- About this task: Please copy the leading lines of the entries below exactly, concluding with the line in which "I am building" occurs.

- Supplied material:

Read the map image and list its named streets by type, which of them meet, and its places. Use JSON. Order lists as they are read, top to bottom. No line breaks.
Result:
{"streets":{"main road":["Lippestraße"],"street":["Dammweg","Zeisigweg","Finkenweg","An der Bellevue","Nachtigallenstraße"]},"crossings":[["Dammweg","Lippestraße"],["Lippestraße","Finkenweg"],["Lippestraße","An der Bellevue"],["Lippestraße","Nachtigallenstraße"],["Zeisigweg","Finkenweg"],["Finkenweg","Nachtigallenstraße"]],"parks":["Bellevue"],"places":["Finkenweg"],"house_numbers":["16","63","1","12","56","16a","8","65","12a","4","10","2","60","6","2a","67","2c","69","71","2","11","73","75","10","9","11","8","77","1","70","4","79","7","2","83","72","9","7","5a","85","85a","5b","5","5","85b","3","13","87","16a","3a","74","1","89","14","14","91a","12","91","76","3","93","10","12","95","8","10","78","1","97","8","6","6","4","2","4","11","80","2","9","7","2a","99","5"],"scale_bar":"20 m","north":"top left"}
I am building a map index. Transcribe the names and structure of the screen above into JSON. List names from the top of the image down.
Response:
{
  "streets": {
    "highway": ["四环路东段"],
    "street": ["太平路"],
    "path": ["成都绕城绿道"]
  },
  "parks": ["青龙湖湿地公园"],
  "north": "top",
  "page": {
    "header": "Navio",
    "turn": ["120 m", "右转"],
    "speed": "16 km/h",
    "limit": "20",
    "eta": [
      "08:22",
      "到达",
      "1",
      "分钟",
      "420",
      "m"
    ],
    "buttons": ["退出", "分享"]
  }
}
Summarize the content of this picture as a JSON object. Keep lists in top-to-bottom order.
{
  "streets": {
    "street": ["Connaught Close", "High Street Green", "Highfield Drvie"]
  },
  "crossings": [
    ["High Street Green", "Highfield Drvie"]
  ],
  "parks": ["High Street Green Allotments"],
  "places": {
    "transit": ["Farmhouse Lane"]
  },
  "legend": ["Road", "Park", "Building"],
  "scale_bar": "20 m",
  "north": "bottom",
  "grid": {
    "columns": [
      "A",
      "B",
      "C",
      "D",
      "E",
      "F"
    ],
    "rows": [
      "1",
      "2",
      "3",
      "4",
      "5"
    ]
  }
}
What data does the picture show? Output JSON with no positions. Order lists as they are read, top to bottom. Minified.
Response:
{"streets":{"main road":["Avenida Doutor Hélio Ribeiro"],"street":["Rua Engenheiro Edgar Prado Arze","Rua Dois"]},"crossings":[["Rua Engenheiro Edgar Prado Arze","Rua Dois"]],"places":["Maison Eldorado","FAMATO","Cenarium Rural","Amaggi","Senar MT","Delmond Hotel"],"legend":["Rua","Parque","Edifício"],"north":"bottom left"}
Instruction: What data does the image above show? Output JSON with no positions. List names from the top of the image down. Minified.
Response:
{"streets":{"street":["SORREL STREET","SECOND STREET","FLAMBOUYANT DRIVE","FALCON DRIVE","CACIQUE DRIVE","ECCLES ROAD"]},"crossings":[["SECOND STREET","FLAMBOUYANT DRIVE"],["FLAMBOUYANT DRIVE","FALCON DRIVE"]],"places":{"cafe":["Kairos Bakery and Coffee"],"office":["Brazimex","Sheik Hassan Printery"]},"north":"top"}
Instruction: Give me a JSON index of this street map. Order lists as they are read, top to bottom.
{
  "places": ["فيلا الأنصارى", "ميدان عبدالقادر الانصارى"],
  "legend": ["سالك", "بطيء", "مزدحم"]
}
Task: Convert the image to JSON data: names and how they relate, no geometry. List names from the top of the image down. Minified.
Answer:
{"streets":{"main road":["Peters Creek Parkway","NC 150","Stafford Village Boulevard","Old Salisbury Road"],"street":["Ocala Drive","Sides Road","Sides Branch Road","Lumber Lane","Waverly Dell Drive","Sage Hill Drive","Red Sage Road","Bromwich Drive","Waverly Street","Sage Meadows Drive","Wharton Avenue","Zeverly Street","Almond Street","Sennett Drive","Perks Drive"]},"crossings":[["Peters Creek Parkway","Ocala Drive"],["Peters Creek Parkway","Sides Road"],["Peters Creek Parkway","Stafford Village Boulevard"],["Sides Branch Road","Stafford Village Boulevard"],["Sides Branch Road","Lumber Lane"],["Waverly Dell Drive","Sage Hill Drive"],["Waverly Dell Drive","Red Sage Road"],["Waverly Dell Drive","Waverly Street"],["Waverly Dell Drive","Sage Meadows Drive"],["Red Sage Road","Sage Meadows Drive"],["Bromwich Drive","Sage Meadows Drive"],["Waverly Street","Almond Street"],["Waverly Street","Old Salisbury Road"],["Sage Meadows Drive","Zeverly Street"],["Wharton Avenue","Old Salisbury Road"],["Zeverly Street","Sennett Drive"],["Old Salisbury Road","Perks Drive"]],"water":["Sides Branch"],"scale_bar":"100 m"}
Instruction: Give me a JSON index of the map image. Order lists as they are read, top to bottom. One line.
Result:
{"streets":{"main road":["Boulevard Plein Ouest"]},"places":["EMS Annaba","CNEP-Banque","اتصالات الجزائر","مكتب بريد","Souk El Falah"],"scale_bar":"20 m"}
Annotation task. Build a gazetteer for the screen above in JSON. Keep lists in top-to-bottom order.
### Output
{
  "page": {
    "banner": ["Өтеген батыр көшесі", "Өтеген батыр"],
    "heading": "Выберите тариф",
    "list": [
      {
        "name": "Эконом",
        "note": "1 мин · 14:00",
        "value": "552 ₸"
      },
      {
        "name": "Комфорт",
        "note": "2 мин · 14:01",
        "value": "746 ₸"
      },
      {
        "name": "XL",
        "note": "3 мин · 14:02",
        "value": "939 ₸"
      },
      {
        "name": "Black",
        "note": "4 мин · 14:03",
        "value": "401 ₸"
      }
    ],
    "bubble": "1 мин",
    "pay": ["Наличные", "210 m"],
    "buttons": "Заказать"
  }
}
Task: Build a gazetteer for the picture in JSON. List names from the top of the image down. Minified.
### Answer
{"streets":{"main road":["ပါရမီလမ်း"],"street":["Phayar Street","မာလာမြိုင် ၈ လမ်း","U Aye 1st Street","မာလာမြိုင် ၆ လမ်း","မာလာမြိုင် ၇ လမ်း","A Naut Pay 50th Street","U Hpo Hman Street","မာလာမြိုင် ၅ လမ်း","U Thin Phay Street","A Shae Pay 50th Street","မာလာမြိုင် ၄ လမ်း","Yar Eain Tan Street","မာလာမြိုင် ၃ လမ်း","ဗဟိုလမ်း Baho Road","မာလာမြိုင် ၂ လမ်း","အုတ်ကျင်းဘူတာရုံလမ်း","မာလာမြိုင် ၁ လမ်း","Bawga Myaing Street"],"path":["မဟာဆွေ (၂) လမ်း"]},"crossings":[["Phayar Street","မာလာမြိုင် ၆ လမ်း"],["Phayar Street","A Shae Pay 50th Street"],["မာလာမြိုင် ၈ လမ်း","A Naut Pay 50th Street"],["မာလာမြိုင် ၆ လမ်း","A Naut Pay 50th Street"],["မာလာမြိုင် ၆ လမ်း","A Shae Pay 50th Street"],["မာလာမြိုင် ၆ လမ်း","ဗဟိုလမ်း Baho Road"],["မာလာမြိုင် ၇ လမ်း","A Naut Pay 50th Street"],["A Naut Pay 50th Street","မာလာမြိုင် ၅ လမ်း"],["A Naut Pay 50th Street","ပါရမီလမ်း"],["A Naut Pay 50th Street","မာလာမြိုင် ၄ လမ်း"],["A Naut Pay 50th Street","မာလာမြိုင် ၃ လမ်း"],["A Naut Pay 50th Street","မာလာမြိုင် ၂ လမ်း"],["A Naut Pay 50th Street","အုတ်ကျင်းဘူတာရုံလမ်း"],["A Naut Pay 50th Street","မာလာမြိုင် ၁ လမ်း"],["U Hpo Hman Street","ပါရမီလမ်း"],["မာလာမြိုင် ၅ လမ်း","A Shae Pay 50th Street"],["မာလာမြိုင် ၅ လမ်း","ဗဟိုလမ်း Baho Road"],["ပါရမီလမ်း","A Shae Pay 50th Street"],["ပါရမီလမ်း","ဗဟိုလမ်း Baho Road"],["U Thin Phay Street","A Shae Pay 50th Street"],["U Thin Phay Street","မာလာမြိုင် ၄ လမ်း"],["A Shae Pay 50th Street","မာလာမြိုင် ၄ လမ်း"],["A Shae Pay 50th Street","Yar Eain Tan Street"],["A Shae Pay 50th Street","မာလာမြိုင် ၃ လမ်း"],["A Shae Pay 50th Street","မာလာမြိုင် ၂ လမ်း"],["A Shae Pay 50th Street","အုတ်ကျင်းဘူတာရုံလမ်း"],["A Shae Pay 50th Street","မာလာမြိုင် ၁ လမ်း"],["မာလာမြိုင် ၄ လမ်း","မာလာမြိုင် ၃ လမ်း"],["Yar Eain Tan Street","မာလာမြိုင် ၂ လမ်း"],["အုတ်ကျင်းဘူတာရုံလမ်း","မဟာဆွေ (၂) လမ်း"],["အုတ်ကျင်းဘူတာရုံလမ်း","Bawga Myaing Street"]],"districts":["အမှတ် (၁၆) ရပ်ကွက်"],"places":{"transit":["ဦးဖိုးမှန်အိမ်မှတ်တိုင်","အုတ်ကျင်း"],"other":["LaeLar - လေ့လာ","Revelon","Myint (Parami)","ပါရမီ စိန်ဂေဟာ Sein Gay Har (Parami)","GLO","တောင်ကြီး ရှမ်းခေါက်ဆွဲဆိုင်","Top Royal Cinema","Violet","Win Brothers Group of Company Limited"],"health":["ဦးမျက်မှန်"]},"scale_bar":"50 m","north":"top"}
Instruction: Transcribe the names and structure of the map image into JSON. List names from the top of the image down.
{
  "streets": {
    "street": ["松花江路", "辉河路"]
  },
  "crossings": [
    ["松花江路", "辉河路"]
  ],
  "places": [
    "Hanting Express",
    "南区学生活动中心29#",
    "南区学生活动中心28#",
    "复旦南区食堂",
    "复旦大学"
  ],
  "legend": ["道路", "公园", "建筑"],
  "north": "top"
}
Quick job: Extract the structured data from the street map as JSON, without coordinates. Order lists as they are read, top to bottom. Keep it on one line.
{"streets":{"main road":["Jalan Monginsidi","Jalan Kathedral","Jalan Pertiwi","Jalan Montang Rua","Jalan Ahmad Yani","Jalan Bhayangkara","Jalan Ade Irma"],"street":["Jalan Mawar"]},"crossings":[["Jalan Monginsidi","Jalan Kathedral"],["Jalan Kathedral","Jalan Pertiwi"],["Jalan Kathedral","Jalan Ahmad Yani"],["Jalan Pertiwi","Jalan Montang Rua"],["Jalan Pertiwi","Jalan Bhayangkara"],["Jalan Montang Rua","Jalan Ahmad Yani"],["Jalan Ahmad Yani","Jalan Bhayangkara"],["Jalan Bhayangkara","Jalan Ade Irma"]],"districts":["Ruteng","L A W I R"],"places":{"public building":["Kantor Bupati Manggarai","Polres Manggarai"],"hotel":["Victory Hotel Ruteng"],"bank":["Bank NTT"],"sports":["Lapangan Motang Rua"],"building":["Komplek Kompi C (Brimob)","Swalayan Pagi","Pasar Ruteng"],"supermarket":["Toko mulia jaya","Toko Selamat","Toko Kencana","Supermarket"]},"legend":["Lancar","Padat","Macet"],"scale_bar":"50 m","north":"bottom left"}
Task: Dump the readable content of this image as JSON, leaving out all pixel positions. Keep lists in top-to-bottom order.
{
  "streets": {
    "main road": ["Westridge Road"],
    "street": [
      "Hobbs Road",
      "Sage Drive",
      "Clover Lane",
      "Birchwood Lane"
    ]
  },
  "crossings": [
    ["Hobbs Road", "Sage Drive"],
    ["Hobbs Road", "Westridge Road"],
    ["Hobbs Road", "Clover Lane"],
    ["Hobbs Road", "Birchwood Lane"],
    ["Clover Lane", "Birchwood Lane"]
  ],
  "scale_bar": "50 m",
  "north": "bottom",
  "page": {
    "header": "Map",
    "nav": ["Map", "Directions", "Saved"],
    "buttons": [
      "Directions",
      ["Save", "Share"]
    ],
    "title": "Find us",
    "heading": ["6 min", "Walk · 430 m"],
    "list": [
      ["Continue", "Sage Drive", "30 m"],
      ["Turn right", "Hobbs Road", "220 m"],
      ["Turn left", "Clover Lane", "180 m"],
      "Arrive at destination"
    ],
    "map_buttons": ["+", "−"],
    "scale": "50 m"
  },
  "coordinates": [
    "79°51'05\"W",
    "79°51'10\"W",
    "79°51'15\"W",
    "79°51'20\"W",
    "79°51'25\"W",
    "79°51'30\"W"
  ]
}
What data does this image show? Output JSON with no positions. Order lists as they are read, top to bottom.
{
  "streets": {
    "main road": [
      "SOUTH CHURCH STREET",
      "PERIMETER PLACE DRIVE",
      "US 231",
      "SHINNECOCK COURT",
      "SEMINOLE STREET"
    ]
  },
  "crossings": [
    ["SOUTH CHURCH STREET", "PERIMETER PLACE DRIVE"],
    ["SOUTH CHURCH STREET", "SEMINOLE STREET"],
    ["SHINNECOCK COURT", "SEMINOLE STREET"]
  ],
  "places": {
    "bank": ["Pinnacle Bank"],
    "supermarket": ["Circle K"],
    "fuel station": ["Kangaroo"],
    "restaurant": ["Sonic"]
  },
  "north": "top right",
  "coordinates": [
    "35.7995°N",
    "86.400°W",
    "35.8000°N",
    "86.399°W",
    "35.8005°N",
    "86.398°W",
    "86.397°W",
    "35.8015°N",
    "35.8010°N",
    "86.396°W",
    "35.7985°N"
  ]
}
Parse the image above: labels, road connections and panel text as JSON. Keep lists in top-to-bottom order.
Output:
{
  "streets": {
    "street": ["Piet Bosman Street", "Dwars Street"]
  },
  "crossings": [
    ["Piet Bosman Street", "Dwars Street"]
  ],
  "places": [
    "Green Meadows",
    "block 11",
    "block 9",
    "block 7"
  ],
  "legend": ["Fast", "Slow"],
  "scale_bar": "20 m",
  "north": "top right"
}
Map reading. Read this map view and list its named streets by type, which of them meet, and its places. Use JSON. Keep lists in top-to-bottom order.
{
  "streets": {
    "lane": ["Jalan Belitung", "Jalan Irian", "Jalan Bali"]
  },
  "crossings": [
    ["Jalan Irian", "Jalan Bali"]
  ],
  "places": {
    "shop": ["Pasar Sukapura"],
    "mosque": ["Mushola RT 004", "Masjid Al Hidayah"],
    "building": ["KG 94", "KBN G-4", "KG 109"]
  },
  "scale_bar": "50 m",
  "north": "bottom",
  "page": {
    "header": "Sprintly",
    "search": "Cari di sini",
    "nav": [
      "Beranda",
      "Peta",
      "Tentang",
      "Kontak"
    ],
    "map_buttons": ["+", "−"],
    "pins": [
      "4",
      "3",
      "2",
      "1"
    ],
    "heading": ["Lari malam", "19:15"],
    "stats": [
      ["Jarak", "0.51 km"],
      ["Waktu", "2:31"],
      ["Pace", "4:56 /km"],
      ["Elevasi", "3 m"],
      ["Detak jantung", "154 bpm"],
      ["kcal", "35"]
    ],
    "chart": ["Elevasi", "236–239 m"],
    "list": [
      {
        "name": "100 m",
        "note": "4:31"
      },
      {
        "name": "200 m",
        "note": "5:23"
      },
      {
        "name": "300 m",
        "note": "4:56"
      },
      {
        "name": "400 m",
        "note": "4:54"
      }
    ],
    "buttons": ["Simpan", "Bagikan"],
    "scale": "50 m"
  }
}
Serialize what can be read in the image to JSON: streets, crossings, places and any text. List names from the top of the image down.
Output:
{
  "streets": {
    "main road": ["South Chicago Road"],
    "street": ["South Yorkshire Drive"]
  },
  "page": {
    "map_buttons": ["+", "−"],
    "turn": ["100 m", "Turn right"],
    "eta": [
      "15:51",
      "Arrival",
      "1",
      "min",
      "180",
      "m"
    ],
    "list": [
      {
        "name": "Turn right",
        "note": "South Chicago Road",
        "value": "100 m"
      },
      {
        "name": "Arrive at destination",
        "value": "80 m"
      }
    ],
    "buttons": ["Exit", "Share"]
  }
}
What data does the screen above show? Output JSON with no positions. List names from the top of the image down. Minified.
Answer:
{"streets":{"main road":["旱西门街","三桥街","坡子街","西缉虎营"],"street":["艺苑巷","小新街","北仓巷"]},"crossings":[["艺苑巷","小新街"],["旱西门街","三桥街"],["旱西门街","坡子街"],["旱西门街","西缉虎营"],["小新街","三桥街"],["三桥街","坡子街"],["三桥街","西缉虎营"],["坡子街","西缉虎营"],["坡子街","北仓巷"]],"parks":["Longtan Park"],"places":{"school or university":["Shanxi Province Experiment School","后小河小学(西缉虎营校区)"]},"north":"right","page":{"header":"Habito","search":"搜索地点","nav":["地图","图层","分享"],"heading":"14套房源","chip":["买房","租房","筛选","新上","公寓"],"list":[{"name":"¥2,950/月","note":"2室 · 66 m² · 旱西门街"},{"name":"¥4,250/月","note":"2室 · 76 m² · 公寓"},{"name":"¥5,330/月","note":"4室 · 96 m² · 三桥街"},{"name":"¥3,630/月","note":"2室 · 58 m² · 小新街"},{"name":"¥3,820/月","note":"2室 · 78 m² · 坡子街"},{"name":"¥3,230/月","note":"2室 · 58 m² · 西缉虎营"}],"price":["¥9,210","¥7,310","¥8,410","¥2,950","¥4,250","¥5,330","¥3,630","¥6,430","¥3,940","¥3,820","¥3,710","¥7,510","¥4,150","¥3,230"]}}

- Your response:
Read the map image and list its named streets by type, which of them meet, and its places. Use JSON. Order lists as they are read, top to bottom. No line breaks.
Result:
{"streets":{"main road":["Lippestraße"],"street":["Dammweg","Zeisigweg","Finkenweg","An der Bellevue","Nachtigallenstraße"]},"crossings":[["Dammweg","Lippestraße"],["Lippestraße","Finkenweg"],["Lippestraße","An der Bellevue"],["Lippestraße","Nachtigallenstraße"],["Zeisigweg","Finkenweg"],["Finkenweg","Nachtigallenstraße"]],"parks":["Bellevue"],"places":["Finkenweg"],"house_numbers":["16","63","1","12","56","16a","8","65","12a","4","10","2","60","6","2a","67","2c","69","71","2","11","73","75","10","9","11","8","77","1","70","4","79","7","2","83","72","9","7","5a","85","85a","5b","5","5","85b","3","13","87","16a","3a","74","1","89","14","14","91a","12","91","76","3","93","10","12","95","8","10","78","1","97","8","6","6","4","2","4","11","80","2","9","7","2a","99","5"],"scale_bar":"20 m","north":"top left"}
I am building a map index. Transcribe the names and structure of the screen above into JSON. List names from the top of the image down.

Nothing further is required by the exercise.